Study of the phylogenetic diversity of Chlamydia suis and of the role of their polymorphic membrane proteins in the molecular pathogenesis in pigs and in zoonotic transfer from pigs to humans

01 January 2013 → 31 December 2018
Research Foundation - Flanders (FWO)
Research disciplines
  • Engineering and technology
    • Other biotechnology, bio-engineering and biosystem engineering not elsewhere classified
Chlamydia suis
Project description

Chlamydia suis causes reproductive failure, conjunctivitis, enteritis and pneumonia in pigs. Tetracycline resistant C. suis strains are emerging. The infection is transmittable to humans as we recently isolated C. suis from the eyes of abattoir personnel. There is no vaccine. There are biological differences between C. suis strains. Recently, we annotated the genome of a C. suis strain which caused severe economic loss due to reproductive failure in sows. We found the family of polymorphic membrane proteins (Pmps) that likely play an important role in disease pathogenesis as they might contribute to the biological differences observed for C. suis strains.
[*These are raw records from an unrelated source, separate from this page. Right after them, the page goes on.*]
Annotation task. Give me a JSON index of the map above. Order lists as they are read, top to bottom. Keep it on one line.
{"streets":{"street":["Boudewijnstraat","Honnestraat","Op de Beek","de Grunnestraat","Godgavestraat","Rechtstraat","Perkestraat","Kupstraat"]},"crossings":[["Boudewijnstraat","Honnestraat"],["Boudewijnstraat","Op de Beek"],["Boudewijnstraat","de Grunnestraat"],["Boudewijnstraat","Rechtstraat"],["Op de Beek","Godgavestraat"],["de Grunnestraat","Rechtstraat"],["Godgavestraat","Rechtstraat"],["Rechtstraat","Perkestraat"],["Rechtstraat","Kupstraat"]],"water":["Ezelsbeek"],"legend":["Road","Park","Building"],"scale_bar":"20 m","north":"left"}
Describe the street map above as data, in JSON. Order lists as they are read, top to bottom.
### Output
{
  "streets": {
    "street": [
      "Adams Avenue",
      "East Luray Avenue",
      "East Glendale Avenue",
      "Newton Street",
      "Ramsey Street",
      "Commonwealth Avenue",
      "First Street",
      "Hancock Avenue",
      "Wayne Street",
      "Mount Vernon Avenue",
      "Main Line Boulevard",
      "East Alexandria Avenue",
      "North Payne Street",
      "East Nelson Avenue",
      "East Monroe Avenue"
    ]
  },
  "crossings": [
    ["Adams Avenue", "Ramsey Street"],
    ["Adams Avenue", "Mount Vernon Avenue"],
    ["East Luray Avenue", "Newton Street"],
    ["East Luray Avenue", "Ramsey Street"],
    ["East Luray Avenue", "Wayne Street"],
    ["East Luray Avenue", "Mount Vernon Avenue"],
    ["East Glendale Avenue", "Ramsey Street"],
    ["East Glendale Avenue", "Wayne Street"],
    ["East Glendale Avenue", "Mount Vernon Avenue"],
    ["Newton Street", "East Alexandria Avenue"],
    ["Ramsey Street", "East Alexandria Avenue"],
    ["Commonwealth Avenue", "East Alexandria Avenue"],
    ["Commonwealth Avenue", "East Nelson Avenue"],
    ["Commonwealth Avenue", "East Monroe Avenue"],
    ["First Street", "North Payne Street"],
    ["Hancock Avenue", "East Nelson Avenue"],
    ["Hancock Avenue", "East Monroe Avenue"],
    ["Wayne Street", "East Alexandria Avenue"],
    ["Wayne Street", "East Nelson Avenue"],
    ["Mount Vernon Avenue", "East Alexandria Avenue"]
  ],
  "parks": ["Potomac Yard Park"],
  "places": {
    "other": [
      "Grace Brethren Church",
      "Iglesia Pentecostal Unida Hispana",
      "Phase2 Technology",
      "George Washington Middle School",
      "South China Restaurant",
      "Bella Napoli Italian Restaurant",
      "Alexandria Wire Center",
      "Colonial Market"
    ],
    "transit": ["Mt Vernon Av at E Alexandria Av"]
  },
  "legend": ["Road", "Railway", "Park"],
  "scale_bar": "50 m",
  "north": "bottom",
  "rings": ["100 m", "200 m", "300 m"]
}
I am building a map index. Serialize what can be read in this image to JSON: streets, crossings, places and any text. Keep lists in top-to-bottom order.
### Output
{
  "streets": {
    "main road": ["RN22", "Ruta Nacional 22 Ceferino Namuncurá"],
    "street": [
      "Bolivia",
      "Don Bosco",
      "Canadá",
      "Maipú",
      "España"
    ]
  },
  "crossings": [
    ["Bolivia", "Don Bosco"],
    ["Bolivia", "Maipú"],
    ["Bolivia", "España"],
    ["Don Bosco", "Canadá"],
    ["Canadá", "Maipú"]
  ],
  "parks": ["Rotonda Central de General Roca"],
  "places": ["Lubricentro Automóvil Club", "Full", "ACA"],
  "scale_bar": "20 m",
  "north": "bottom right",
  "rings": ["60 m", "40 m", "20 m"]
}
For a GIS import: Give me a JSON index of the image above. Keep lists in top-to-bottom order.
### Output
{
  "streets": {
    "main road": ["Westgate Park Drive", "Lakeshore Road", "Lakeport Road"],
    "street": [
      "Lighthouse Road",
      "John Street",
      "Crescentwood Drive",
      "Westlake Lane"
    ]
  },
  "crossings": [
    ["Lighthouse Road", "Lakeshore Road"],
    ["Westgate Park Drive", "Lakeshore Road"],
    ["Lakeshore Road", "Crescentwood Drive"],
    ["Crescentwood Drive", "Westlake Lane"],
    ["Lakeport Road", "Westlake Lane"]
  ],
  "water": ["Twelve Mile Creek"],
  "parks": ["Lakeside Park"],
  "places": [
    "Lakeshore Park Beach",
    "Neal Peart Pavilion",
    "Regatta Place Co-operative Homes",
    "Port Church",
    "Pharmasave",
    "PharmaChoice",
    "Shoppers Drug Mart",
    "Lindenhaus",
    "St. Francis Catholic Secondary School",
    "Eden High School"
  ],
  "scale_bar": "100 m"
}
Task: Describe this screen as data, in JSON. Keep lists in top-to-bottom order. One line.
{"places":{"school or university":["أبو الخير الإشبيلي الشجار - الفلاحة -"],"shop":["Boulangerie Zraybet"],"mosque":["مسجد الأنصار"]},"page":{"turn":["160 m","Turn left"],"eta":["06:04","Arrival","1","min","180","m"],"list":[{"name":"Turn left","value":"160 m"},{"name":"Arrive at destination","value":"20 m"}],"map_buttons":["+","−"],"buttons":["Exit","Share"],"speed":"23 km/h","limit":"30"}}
Pmps might play a role in adhesion of the bacterium to the host cell as well as in tissue tropism and transfer to humans. Pmps might cause inflammation, contributing to the development and progression of lesions. The project aims at: 1) genome sequencing of biologically different C. suis strains, 2) studying the phylogenetic diversity of C. suis isolates by multi locus sequence typing (MLST), analysis of the variable number of tandem repeats (VNTR) and outer membrane protein A (ompA) gene sequencing, 3) functional analysis of the Pmps of genetically and biologically different C. suis strains and finally, 4) determination of the Pmp profile in relation to tissue tropism. Fulfilment of the objectives will enable: (i) more effective disease prevention using the results from the proposal for development of vaccines based on a combination of Pmps, (ii) detection and differentiation of C. suis strains in relation to tissue tropism/virulence by newly developed nucleic acid amplification assays, (iii) treatment and epidemiological surveillance in both pigs and humans.